Records from a dataset:
==================================================

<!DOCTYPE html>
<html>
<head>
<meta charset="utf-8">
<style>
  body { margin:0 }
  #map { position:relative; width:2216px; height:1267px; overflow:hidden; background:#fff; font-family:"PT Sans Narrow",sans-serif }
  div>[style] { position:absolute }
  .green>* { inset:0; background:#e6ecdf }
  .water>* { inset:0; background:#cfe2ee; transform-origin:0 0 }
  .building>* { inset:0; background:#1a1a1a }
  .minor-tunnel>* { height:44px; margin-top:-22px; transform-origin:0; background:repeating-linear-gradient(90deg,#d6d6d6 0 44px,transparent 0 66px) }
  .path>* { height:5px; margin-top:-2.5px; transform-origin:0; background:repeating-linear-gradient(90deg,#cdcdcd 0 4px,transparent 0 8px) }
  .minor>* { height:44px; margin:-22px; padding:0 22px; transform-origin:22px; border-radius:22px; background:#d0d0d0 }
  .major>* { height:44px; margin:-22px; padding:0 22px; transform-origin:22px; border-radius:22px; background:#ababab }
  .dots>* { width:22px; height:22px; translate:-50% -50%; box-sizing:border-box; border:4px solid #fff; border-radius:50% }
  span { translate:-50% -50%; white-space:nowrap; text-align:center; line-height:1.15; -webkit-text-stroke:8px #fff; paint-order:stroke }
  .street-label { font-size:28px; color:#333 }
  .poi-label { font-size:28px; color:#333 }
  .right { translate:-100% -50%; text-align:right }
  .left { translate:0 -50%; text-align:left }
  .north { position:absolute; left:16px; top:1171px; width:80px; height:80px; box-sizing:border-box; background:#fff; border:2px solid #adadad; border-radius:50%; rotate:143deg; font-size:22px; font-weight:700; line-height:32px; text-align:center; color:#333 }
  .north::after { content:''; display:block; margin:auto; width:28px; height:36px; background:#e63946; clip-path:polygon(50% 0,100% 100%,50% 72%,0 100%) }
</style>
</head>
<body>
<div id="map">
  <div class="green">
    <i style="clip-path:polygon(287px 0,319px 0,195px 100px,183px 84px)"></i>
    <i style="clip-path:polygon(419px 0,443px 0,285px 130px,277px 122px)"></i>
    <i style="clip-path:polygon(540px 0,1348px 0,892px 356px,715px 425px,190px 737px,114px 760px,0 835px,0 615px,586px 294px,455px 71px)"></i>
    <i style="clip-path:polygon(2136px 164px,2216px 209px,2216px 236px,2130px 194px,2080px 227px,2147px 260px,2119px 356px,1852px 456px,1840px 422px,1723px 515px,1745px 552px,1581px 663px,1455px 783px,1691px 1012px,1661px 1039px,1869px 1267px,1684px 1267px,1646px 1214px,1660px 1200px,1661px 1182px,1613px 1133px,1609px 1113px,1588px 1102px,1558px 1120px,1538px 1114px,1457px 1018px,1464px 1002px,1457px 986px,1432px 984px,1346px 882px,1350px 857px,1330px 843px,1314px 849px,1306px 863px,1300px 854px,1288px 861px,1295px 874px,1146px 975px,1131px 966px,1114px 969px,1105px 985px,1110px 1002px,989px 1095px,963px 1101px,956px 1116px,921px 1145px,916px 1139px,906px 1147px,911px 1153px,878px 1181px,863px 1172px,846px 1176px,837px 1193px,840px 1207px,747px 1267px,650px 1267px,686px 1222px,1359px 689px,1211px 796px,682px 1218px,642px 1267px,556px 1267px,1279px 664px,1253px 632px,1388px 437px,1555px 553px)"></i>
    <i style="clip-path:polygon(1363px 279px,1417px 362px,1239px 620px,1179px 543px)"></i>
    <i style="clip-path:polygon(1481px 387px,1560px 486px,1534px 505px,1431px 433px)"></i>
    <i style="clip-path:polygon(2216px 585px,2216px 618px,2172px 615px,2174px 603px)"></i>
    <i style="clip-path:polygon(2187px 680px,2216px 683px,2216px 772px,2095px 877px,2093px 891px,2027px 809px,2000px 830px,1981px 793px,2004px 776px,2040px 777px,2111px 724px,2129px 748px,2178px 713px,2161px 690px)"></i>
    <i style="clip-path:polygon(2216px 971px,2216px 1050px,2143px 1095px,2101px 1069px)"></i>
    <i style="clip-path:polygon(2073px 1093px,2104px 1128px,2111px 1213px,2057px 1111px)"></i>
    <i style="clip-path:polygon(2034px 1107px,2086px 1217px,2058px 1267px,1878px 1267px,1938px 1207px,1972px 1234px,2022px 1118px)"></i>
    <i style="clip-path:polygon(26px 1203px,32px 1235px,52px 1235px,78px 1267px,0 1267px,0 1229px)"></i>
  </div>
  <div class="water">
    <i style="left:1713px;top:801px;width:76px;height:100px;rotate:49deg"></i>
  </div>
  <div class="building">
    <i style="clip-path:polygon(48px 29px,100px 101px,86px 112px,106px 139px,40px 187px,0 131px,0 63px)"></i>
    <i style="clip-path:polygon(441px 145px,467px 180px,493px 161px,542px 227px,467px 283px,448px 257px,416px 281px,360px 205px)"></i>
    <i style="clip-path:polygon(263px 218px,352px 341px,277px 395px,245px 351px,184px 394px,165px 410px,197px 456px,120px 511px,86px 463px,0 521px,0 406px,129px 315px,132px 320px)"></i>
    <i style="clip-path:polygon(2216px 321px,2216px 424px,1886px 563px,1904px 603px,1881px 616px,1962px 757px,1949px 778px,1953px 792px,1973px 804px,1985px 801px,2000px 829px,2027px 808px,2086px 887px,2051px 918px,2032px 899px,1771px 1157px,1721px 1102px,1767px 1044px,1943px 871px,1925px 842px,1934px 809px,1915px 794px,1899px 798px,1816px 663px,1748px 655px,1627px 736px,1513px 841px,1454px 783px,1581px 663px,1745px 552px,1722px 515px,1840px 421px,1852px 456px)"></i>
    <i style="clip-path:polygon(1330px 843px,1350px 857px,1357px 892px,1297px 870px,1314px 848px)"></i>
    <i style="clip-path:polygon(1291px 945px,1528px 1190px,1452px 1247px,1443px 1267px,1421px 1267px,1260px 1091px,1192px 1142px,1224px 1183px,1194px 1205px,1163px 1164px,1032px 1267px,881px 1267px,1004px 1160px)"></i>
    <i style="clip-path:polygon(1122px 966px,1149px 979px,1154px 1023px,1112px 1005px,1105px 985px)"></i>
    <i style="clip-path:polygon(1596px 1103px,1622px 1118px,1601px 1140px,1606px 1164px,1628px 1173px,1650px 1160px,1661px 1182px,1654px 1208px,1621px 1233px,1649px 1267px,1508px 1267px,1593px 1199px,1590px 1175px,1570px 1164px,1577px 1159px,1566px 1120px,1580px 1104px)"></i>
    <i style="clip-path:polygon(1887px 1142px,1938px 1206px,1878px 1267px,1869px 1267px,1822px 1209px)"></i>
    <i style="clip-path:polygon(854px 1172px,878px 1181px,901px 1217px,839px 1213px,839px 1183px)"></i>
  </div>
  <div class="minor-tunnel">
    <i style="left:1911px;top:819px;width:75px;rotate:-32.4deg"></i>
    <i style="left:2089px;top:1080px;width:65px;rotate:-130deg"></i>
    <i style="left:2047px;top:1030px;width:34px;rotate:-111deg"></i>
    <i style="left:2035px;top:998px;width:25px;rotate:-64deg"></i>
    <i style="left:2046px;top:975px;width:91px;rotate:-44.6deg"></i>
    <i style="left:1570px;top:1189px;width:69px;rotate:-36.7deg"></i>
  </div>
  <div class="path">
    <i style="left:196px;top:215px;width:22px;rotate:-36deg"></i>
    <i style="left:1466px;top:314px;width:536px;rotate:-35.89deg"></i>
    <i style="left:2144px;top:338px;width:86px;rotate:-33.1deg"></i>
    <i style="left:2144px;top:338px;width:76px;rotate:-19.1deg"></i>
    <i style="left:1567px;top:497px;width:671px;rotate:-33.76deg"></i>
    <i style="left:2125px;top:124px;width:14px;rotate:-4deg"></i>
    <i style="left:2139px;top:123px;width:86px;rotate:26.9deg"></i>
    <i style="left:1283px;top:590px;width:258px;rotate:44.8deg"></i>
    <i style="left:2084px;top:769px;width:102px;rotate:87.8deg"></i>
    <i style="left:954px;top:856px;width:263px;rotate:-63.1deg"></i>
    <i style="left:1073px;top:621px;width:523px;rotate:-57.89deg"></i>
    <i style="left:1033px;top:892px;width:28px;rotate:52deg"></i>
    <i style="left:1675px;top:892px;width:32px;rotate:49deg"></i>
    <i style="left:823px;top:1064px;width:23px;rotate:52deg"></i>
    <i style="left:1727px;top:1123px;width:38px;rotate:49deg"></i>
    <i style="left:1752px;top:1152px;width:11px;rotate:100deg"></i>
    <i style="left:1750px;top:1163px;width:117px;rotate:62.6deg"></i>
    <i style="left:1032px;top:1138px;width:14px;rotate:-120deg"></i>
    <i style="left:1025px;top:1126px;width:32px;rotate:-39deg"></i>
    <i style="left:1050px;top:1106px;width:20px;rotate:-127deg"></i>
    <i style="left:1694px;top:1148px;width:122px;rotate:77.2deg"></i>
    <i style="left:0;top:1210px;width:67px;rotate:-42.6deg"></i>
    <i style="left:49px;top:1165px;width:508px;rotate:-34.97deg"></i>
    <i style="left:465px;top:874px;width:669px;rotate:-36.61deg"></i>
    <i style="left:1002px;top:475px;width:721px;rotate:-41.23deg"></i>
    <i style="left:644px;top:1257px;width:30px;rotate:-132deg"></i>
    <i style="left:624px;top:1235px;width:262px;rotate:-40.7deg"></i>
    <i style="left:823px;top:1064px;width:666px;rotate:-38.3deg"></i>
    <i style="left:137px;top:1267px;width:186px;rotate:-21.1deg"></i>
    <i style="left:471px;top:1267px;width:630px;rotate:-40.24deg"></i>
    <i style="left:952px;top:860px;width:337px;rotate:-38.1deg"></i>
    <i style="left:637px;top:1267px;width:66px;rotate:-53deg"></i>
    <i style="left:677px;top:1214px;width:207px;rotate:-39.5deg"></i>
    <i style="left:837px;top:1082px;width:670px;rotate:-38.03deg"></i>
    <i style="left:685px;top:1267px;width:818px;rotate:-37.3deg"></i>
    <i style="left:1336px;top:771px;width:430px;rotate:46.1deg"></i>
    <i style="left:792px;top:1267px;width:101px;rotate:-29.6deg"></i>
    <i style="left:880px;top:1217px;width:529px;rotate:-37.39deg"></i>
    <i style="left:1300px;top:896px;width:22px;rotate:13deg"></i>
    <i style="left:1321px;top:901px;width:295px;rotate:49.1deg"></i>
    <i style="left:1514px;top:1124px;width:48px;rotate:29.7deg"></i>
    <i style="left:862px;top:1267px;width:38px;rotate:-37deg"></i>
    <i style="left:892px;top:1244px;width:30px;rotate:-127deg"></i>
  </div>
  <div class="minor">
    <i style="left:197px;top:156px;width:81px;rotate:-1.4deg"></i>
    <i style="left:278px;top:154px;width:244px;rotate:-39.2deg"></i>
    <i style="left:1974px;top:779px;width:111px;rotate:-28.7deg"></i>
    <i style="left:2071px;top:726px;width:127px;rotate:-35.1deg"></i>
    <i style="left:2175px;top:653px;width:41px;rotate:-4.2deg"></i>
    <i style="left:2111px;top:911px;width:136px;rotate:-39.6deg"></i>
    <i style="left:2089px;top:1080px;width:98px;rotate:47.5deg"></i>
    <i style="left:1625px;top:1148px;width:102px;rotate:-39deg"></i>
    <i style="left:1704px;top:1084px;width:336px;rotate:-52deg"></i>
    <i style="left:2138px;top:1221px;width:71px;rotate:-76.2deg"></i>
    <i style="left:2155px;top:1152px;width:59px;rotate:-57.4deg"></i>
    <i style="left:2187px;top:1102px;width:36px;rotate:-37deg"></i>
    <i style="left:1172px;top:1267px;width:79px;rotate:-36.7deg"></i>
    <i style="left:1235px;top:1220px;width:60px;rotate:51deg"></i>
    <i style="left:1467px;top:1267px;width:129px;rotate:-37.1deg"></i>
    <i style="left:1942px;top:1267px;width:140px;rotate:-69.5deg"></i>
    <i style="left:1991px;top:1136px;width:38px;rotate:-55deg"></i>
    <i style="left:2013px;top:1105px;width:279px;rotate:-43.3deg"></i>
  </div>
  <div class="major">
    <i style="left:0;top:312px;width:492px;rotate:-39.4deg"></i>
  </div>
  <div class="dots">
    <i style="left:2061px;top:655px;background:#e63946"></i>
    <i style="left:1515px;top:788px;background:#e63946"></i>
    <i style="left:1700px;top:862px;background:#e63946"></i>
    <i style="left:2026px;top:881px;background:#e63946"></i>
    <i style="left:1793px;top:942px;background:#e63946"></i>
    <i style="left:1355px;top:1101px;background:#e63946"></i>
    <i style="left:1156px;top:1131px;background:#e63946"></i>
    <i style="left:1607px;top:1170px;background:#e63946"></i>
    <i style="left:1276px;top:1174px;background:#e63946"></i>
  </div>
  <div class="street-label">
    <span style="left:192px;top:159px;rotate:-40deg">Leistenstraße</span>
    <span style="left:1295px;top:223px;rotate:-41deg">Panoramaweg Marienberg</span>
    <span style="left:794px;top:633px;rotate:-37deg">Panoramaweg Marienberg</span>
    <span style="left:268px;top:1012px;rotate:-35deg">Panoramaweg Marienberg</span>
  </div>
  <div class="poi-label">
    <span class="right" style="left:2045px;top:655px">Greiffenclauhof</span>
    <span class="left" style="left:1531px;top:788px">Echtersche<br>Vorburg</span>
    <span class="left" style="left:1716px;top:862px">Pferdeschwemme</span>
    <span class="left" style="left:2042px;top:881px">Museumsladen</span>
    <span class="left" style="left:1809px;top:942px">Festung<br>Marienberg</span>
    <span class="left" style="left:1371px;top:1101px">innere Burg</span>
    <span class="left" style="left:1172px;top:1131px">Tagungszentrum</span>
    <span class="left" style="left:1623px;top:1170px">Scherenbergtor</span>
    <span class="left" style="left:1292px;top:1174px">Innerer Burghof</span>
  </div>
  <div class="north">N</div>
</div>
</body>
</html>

==================================================

Activity — The answer must be every line of the data that contains the word "water".

Exercise answer —
  .water>* { inset:0; background:#cfe2ee; transform-origin:0 0 }
  <div class="water">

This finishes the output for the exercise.